Restate word for word the opening line of the data below and every line after it until the line with "filter:drop-shadow(0 0 2px", that line too, but not the pictures.
*** STORED DATA Section Begins ***
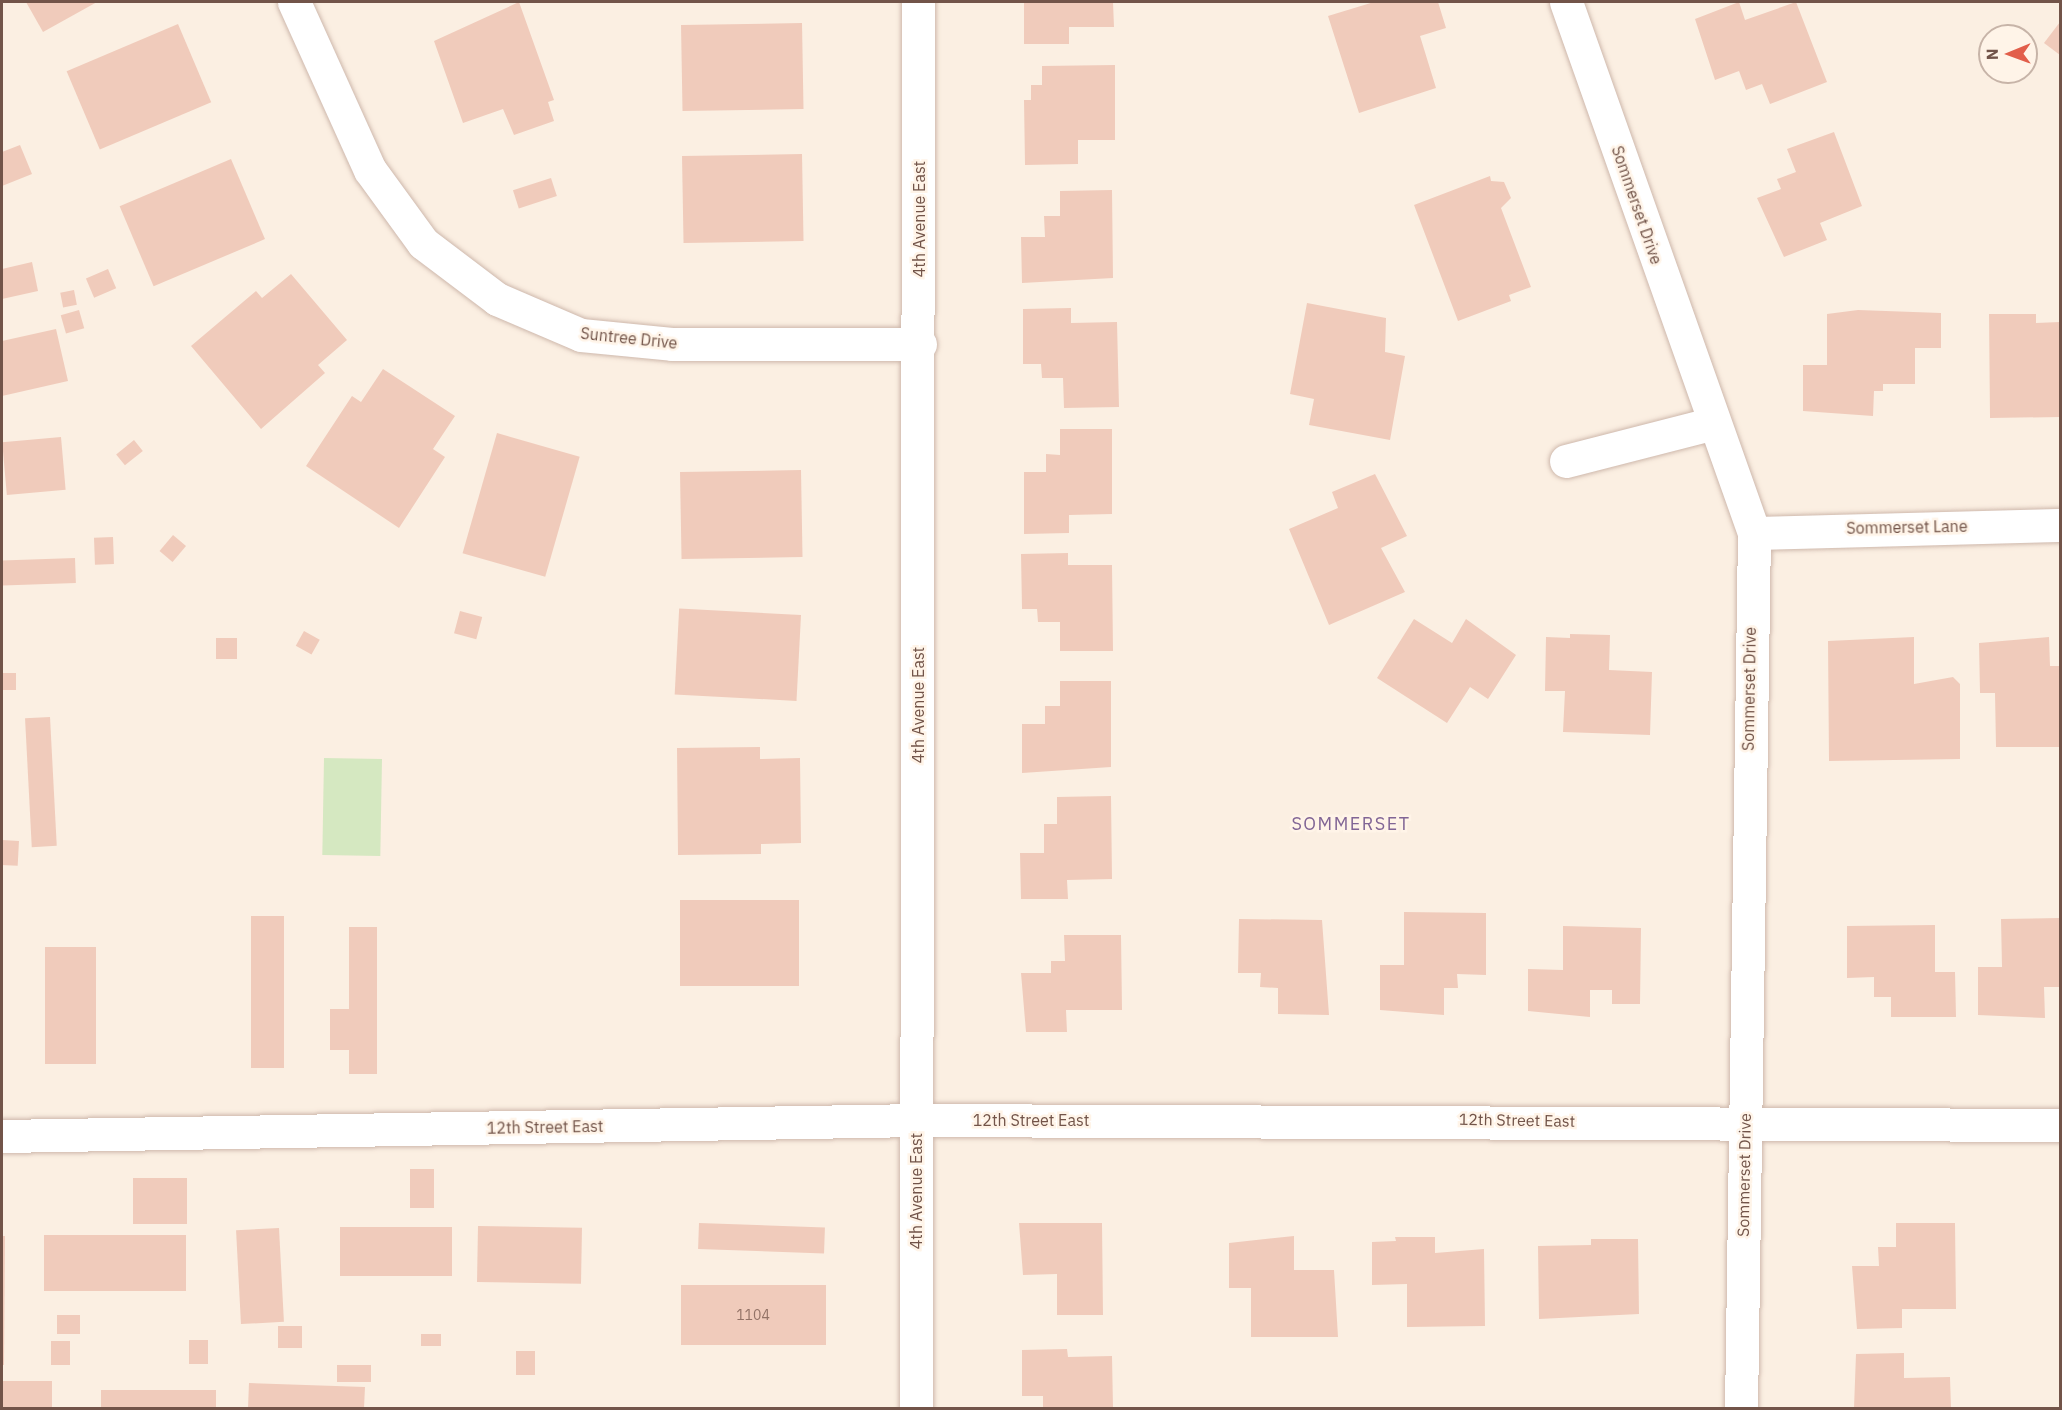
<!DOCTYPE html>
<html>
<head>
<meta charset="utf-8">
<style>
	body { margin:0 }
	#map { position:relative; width:2062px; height:1410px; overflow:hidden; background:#fbefe2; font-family:"IBM Plex Sans",sans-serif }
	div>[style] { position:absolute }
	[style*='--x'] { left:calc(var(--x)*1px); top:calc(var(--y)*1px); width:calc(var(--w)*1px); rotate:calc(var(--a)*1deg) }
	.green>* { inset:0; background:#d5e8c1; transform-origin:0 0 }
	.building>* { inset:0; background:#f0cbbb; transform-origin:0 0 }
	.roads { filter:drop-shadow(0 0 2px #ceb8ac) drop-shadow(0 0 2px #ceb8ac) }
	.street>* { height:33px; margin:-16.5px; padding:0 16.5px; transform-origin:16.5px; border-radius:16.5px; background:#fff }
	span { translate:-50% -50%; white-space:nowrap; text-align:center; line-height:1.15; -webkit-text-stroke:5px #fff4e8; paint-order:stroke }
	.number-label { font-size:14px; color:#927266 }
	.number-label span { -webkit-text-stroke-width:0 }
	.street-label { font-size:16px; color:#725449 }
	.neighbourhood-label { font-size:18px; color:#816595; letter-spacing:1.5px }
	.frame { position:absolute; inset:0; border:3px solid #725449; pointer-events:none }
	.north { position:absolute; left:1978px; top:24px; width:60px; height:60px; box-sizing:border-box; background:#fff4e8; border:2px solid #c7b4a8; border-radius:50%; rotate:269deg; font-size:16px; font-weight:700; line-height:24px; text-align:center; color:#725449 }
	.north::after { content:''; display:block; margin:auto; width:21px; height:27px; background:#e25e4a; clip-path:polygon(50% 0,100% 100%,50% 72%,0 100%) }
</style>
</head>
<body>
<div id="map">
	<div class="green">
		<div style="left:324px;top:758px;width:58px;height:97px;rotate:1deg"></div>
	</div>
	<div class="building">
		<div style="clip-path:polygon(26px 2px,97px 2px,43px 32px)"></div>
		<div style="clip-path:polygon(519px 2px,554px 100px,548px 102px,554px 121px,514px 135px,503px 109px,463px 123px,434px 41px)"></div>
		<div style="clip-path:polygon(1024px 2px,1113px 2px,1114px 27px,1069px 27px,1069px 44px,1024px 44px)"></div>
		<div style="clip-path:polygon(1374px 2px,1438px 2px,1446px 28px,1420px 36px,1436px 88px,1359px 113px,1328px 16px)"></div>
		<div style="clip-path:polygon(1739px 2px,1745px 20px,1796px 2px,1827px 82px,1770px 104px,1762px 84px,1746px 90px,1739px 71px,1715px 80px,1695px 19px)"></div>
		<div style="clip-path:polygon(2060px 22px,2060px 55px,2044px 43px)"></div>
		<div style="left:802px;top:23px;width:86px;height:121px;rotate:89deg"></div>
		<div style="left:178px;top:24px;width:85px;height:121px;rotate:67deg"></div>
		<div style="clip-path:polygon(1115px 65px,1115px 140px,1078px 140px,1078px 164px,1025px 165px,1024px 100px,1031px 100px,1031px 85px,1042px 85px,1042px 66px)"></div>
		<div style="clip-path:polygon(1834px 132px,1862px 206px,1820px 223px,1827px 240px,1784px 257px,1757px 198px,1781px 189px,1777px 179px,1796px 172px,1787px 149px)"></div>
		<div style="clip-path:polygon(20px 145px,32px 174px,2px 186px,2px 152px)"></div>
		<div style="left:802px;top:154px;width:87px;height:120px;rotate:89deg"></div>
		<div style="left:231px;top:159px;width:87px;height:121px;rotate:67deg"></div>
		<div style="clip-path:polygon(1490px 176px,1491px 181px,1504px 182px,1511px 198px,1501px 208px,1531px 287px,1509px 295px,1511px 301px,1458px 321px,1414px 205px)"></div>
		<div style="left:551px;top:178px;width:19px;height:40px;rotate:72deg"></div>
		<div style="clip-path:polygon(1112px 190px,1113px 278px,1022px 283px,1021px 237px,1045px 237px,1044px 216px,1060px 216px,1060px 191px)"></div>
		<div style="clip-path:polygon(32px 262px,38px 291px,2px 299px,2px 269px)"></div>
		<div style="left:108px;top:269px;width:21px;height:24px;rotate:67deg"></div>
		<div style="clip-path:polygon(291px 274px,347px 340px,318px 365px,325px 373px,261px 429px,191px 346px,256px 291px,262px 298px)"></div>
		<div style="left:74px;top:290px;width:15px;height:14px;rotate:79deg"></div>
		<div style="clip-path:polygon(1307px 303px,1386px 318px,1385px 352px,1405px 356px,1390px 440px,1309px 425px,1314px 399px,1290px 394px)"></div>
		<div style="clip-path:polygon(1071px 308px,1071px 323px,1117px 322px,1119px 407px,1064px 408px,1063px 378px,1042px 378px,1041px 364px,1023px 364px,1023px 309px)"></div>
		<div style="left:79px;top:310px;width:19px;height:19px;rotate:74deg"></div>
		<div style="clip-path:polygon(1858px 310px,1941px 313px,1941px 348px,1915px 348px,1915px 384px,1883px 384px,1883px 391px,1874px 391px,1873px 416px,1803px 411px,1803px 365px,1827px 365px,1827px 314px)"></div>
		<div style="clip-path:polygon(1989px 314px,2036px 314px,2036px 323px,2060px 322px,2060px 417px,1990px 418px)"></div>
		<div style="clip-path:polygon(56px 329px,68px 381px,2px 396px,2px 341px)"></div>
		<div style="clip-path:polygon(383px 369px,455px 416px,433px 449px,445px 457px,399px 528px,306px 466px,352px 396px,361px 402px)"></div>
		<div style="clip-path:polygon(1060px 429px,1112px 429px,1112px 514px,1069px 515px,1069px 533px,1024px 534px,1024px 472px,1046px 472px,1046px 454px,1060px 455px)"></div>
		<div style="left:497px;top:433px;width:86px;height:125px;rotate:16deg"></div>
		<div style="left:61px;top:437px;width:53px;height:59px;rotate:85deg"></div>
		<div style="left:134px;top:440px;width:14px;height:23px;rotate:51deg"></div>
		<div style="left:801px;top:470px;width:87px;height:121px;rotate:89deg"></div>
		<div style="clip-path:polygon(1375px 474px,1407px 536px,1381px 548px,1405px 592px,1329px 625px,1289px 529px,1338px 508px,1332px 492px)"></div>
		<div style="left:173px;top:535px;width:17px;height:21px;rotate:40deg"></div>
		<div style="left:113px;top:537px;width:27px;height:19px;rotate:88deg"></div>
		<div style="clip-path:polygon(1068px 553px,1068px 565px,1112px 565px,1113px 651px,1060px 651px,1060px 622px,1038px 622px,1037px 609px,1022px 609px,1021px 554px)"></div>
		<div style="left:75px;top:558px;width:25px;height:73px;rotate:88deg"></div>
		<div style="left:460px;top:611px;width:23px;height:23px;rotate:15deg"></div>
		<div style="left:801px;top:615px;width:86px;height:122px;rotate:93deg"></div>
		<div style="clip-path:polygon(1414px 619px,1452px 643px,1466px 619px,1516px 655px,1488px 699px,1470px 687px,1447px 723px,1377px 678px)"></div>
		<div style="left:304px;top:631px;width:18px;height:17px;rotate:29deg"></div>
		<div style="clip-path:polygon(1570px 634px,1610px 635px,1609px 670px,1652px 672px,1650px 735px,1563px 732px,1565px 691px,1545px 691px,1546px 637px,1570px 638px)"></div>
		<div style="clip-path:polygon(1914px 637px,1914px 684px,1953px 677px,1960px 684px,1960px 759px,1829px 761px,1828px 641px)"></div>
		<div style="clip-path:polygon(2049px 637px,2050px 666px,2060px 666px,2060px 747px,1996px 747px,1995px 693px,1980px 693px,1979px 643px)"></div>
		<div style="left:216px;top:638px;width:21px;height:21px"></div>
		<div style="left:2px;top:673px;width:14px;height:17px"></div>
		<div style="clip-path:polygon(1060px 681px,1111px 681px,1111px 767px,1022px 773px,1022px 724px,1045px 724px,1045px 706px,1060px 706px)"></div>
		<div style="left:50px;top:717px;width:129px;height:25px;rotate:87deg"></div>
		<div style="clip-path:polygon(760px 747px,760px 759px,800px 758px,801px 843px,761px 844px,761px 854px,678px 855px,677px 748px)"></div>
		<div style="clip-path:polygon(1111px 796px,1112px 879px,1067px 880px,1068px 899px,1021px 899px,1020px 853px,1044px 853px,1044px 824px,1057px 824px,1057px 797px)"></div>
		<div style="left:2px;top:840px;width:17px;height:25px;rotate:3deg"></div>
		<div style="left:799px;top:900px;width:86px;height:119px;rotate:90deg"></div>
		<div style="clip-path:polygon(1404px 912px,1486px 913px,1486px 975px,1457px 974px,1458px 988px,1444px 988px,1444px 1015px,1380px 1010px,1380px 965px,1404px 965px)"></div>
		<div style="left:251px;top:916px;width:33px;height:152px"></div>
		<div style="clip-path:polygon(2060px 918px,2060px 987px,2044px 987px,2045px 1018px,1978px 1015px,1978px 967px,2002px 967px,2001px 919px)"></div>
		<div style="clip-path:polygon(1239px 919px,1322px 920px,1329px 1015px,1278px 1014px,1278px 988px,1260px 987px,1261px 973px,1238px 973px)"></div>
		<div style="clip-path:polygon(1935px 925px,1935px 972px,1955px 972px,1956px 1017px,1891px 1017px,1891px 997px,1874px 997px,1874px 977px,1847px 978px,1847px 926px)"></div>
		<div style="clip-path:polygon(1563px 926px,1641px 928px,1640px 1004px,1612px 1004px,1612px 990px,1590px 990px,1590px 1017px,1528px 1011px,1528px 969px,1563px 970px)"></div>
		<div style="clip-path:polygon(349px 927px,377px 927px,377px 1074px,349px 1074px,349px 1050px,330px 1050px,330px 1009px,349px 1009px)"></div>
		<div style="clip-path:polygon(1064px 935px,1121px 935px,1122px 1010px,1066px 1010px,1067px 1032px,1026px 1032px,1021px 973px,1051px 973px,1051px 961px,1065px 961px)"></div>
		<div style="left:45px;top:947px;width:51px;height:117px"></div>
		<div style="left:434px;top:1169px;width:39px;height:24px;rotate:90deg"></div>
		<div style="left:133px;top:1178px;width:54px;height:46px"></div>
		<div style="left:699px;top:1223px;width:126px;height:26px;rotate:2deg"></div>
		<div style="clip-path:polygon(1019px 1223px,1102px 1223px,1103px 1315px,1057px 1315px,1057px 1274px,1023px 1275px)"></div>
		<div style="clip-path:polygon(1896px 1223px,1955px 1223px,1956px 1309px,1902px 1309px,1902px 1328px,1857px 1329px,1852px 1266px,1879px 1266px,1878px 1247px,1896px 1247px)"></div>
		<div style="left:478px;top:1226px;width:104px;height:56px;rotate:1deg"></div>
		<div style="left:340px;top:1227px;width:112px;height:49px"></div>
		<div style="left:279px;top:1228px;width:94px;height:43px;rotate:87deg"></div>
		<div style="left:44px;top:1235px;width:142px;height:56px"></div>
		<div style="clip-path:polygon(2px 1236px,5px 1236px,4px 1365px,2px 1365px)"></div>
		<div style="clip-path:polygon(1294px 1236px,1294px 1270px,1334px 1270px,1338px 1337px,1251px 1337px,1251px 1288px,1229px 1288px,1229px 1243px)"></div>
		<div style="clip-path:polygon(1395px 1237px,1435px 1237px,1435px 1253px,1484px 1249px,1485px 1326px,1407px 1327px,1407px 1284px,1372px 1285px,1372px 1242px,1396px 1241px)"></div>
		<div style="clip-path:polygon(1591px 1239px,1638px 1239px,1639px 1314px,1539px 1319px,1538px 1246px,1591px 1245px)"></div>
		<div style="left:681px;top:1285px;width:145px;height:60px"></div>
		<div style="left:57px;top:1315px;width:23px;height:19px"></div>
		<div style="left:278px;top:1326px;width:24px;height:22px"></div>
		<div style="left:421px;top:1334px;width:20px;height:12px"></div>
		<div style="left:189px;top:1340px;width:19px;height:24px"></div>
		<div style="left:51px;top:1341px;width:19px;height:24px"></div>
		<div style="clip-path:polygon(1067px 1349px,1068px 1357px,1112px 1356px,1113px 1408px,1043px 1408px,1043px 1396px,1022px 1396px,1022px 1350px)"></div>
		<div style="left:516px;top:1351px;width:19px;height:24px"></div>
		<div style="clip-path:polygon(1904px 1353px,1904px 1378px,1950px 1377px,1951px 1408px,1854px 1408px,1856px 1354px)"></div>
		<div style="left:337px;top:1365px;width:34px;height:17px"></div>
		<div style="left:2px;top:1381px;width:50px;height:27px"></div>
		<div style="clip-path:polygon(249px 1383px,365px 1387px,364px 1408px,248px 1408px)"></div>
		<div style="left:101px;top:1390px;width:115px;height:18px"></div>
	</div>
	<div class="roads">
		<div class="street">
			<div style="--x:294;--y:2;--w:184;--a:65.7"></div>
			<div style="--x:370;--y:170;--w:90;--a:54"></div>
			<div style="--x:423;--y:243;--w:93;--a:37.1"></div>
			<div style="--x:497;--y:299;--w:91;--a:23.2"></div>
			<div style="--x:581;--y:335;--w:91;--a:5.6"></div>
			<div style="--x:672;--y:344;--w:248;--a:0"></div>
			<div style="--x:1566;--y:2;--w:563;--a:70.5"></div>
			<div style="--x:1754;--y:533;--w:875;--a:90.85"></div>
			<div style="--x:1566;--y:461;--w:153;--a:-14.4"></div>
			<div style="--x:1754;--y:533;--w:306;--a:-1.5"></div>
			<div style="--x:2;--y:1136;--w:914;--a:-1"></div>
			<div style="--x:916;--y:1120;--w:1144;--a:0.25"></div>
			<div style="--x:916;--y:1408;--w:1406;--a:-89.92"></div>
		</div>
	</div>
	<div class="number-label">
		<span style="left:753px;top:1315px">1104</span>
	</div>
	<div class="street-label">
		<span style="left:1637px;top:205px;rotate:71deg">Sommerset Drive</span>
		<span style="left:919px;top:219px;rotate:-90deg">4th Avenue East</span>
		<span style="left:629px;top:338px;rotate:6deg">Suntree Drive</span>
		<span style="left:1907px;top:527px;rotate:-1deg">Sommerset Lane</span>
		<span style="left:1749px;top:689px;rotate:-89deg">Sommerset Drive</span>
		<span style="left:918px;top:705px;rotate:-90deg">4th Avenue East</span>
		<span style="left:1031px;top:1120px">12th Street East</span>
		<span style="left:1517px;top:1120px;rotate:1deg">12th Street East</span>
		<span style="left:545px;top:1127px;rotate:-1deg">12th Street East</span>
		<span style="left:1744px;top:1175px;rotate:-89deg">Sommerset Drive</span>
		<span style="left:916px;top:1191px;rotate:-90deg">4th Avenue East</span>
	</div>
	<div class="neighbourhood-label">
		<span style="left:1351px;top:824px">SOMMERSET</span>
	</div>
	<div class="frame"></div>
	<div class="north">N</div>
</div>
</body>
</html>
*** STORED DATA Section Ends ***
| EXERCISE OUTPUT |
<!DOCTYPE html>
<html>
<head>
<meta charset="utf-8">
<style>
	body { margin:0 }
	#map { position:relative; width:2062px; height:1410px; overflow:hidden; background:#fbefe2; font-family:"IBM Plex Sans",sans-serif }
	div>[style] { position:absolute }
	[style*='--x'] { left:calc(var(--x)*1px); top:calc(var(--y)*1px); width:calc(var(--w)*1px); rotate:calc(var(--a)*1deg) }
	.green>* { inset:0; background:#d5e8c1; transform-origin:0 0 }
	.building>* { inset:0; background:#f0cbbb; transform-origin:0 0 }
	.roads { filter:drop-shadow(0 0 2px #ceb8ac) drop-shadow(0 0 2px #ceb8ac) }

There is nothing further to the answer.